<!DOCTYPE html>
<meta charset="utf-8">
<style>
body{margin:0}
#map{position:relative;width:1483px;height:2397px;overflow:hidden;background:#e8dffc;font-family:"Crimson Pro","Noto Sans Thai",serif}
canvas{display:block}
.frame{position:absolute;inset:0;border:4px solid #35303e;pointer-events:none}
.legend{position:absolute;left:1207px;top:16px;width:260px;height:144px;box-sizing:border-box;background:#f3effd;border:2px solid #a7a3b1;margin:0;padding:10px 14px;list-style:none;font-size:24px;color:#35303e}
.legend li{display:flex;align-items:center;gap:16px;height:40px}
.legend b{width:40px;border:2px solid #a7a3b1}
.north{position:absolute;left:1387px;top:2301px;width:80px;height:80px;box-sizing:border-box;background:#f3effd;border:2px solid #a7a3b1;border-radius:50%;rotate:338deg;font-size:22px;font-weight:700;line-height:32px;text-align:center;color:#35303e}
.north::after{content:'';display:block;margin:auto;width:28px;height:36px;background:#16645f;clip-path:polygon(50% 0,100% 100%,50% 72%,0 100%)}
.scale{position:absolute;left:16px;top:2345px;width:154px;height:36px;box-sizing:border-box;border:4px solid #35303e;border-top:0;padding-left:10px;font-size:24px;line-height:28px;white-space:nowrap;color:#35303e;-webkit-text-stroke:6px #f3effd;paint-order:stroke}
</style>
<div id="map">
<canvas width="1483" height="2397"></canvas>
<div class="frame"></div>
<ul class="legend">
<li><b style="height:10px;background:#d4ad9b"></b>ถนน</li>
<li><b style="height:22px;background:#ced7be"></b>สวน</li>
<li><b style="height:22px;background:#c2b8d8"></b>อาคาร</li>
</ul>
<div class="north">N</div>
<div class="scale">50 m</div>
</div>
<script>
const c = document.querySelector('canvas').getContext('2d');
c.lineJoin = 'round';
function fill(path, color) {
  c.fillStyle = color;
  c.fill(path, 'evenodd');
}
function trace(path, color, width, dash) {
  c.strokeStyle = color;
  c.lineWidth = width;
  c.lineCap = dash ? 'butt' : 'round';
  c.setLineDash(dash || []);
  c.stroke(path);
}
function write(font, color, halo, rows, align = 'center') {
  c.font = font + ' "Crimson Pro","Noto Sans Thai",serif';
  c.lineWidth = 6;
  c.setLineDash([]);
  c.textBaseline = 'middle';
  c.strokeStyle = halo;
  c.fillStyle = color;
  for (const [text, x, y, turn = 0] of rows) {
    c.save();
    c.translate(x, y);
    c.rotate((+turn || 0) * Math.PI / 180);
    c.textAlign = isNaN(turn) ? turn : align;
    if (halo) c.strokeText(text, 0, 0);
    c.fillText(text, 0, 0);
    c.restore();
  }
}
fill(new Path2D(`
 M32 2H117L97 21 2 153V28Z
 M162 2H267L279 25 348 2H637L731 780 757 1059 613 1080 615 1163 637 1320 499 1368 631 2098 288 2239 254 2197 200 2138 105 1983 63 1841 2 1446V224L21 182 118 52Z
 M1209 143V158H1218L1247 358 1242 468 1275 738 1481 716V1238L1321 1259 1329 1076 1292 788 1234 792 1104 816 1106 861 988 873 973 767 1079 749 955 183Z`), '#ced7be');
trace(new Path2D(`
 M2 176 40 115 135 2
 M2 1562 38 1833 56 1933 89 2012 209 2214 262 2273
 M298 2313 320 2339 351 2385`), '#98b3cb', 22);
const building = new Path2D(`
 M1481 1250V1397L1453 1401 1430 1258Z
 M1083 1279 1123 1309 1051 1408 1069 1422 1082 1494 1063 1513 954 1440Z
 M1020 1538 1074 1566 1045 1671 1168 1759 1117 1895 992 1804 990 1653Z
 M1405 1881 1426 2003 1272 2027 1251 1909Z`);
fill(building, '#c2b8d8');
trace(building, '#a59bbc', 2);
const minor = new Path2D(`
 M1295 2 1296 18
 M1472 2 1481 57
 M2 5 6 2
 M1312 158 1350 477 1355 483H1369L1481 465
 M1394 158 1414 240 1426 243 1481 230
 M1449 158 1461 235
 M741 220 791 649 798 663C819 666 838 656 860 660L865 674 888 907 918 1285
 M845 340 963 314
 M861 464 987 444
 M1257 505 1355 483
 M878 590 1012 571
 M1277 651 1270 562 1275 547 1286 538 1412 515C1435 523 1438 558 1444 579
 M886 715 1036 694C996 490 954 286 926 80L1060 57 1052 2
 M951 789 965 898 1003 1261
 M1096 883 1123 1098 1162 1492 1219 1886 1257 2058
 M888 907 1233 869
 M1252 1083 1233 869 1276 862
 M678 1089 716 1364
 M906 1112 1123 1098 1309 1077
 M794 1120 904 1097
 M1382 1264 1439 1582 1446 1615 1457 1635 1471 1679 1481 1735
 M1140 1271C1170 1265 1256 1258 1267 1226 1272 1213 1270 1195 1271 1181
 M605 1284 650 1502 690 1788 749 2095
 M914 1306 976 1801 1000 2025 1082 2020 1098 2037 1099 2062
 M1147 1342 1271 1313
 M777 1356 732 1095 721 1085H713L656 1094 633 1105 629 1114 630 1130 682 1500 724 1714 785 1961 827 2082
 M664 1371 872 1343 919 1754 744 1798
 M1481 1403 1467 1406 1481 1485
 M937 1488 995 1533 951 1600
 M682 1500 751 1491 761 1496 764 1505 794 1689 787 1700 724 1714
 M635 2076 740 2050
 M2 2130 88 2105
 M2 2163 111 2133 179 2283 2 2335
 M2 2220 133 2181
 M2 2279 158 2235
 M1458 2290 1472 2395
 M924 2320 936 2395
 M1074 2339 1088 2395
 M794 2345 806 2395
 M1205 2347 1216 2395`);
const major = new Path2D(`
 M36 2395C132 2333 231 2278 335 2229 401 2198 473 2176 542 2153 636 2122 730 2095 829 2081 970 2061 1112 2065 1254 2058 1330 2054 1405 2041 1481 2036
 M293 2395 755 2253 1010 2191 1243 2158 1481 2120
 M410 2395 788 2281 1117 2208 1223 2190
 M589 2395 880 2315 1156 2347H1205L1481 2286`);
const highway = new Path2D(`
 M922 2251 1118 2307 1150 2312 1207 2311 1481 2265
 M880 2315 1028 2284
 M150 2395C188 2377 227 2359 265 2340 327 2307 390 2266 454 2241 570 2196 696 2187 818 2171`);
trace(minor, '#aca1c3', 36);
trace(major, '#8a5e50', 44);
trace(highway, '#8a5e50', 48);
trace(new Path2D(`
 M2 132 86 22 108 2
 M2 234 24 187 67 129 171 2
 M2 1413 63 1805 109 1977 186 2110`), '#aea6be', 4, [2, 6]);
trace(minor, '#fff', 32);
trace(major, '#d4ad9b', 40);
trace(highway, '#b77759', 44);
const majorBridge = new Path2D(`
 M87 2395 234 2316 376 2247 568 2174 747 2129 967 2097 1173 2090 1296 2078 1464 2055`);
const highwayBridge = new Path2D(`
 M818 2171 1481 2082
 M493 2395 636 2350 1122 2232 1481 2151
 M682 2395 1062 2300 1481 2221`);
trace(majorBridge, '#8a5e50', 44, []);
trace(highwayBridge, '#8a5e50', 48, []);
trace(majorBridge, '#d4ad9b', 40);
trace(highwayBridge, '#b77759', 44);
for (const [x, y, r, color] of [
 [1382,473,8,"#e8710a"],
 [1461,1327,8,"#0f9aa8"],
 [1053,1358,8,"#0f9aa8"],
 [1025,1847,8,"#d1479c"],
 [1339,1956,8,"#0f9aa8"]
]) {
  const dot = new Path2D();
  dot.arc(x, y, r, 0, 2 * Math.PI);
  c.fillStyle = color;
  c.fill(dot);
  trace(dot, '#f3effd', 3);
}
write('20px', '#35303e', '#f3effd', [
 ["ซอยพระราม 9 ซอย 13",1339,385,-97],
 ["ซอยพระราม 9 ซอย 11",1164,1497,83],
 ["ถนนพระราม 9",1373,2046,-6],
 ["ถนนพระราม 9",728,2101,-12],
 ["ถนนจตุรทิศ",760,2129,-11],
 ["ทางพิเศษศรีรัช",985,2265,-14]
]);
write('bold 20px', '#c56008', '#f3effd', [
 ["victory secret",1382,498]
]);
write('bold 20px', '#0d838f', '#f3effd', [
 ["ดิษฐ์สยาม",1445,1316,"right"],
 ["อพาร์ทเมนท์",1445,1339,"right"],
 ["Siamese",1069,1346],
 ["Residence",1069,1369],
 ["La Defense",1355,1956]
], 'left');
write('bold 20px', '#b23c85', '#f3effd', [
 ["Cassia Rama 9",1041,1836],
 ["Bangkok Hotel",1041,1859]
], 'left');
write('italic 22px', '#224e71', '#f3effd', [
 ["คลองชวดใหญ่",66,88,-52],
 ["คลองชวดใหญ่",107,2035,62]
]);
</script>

Exercise goal: Print the material above verbatim, first line through the line containing "c.strokeStyle = color;", both included.

Output below:
<!DOCTYPE html>
<meta charset="utf-8">
<style>
body{margin:0}
#map{position:relative;width:1483px;height:2397px;overflow:hidden;background:#e8dffc;font-family:"Crimson Pro","Noto Sans Thai",serif}
canvas{display:block}
.frame{position:absolute;inset:0;border:4px solid #35303e;pointer-events:none}
.legend{position:absolute;left:1207px;top:16px;width:260px;height:144px;box-sizing:border-box;background:#f3effd;border:2px solid #a7a3b1;margin:0;padding:10px 14px;list-style:none;font-size:24px;color:#35303e}
.legend li{display:flex;align-items:center;gap:16px;height:40px}
.legend b{width:40px;border:2px solid #a7a3b1}
.north{position:absolute;left:1387px;top:2301px;width:80px;height:80px;box-sizing:border-box;background:#f3effd;border:2px solid #a7a3b1;border-radius:50%;rotate:338deg;font-size:22px;font-weight:700;line-height:32px;text-align:center;color:#35303e}
.north::after{content:'';display:block;margin:auto;width:28px;height:36px;background:#16645f;clip-path:polygon(50% 0,100% 100%,50% 72%,0 100%)}
.scale{position:absolute;left:16px;top:2345px;width:154px;height:36px;box-sizing:border-box;border:4px solid #35303e;border-top:0;padding-left:10px;font-size:24px;line-height:28px;white-space:nowrap;color:#35303e;-webkit-text-stroke:6px #f3effd;paint-order:stroke}
</style>
<div id="map">
<canvas width="1483" height="2397"></canvas>
<div class="frame"></div>
<ul class="legend">
<li><b style="height:10px;background:#d4ad9b"></b>ถนน</li>
<li><b style="height:22px;background:#ced7be"></b>สวน</li>
<li><b style="height:22px;background:#c2b8d8"></b>อาคาร</li>
</ul>
<div class="north">N</div>
<div class="scale">50 m</div>
</div>
<script>
const c = document.querySelector('canvas').getContext('2d');
c.lineJoin = 'round';
function fill(path, color) {
  c.fillStyle = color;
  c.fill(path, 'evenodd');
}
function trace(path, color, width, dash) {
  c.strokeStyle = color;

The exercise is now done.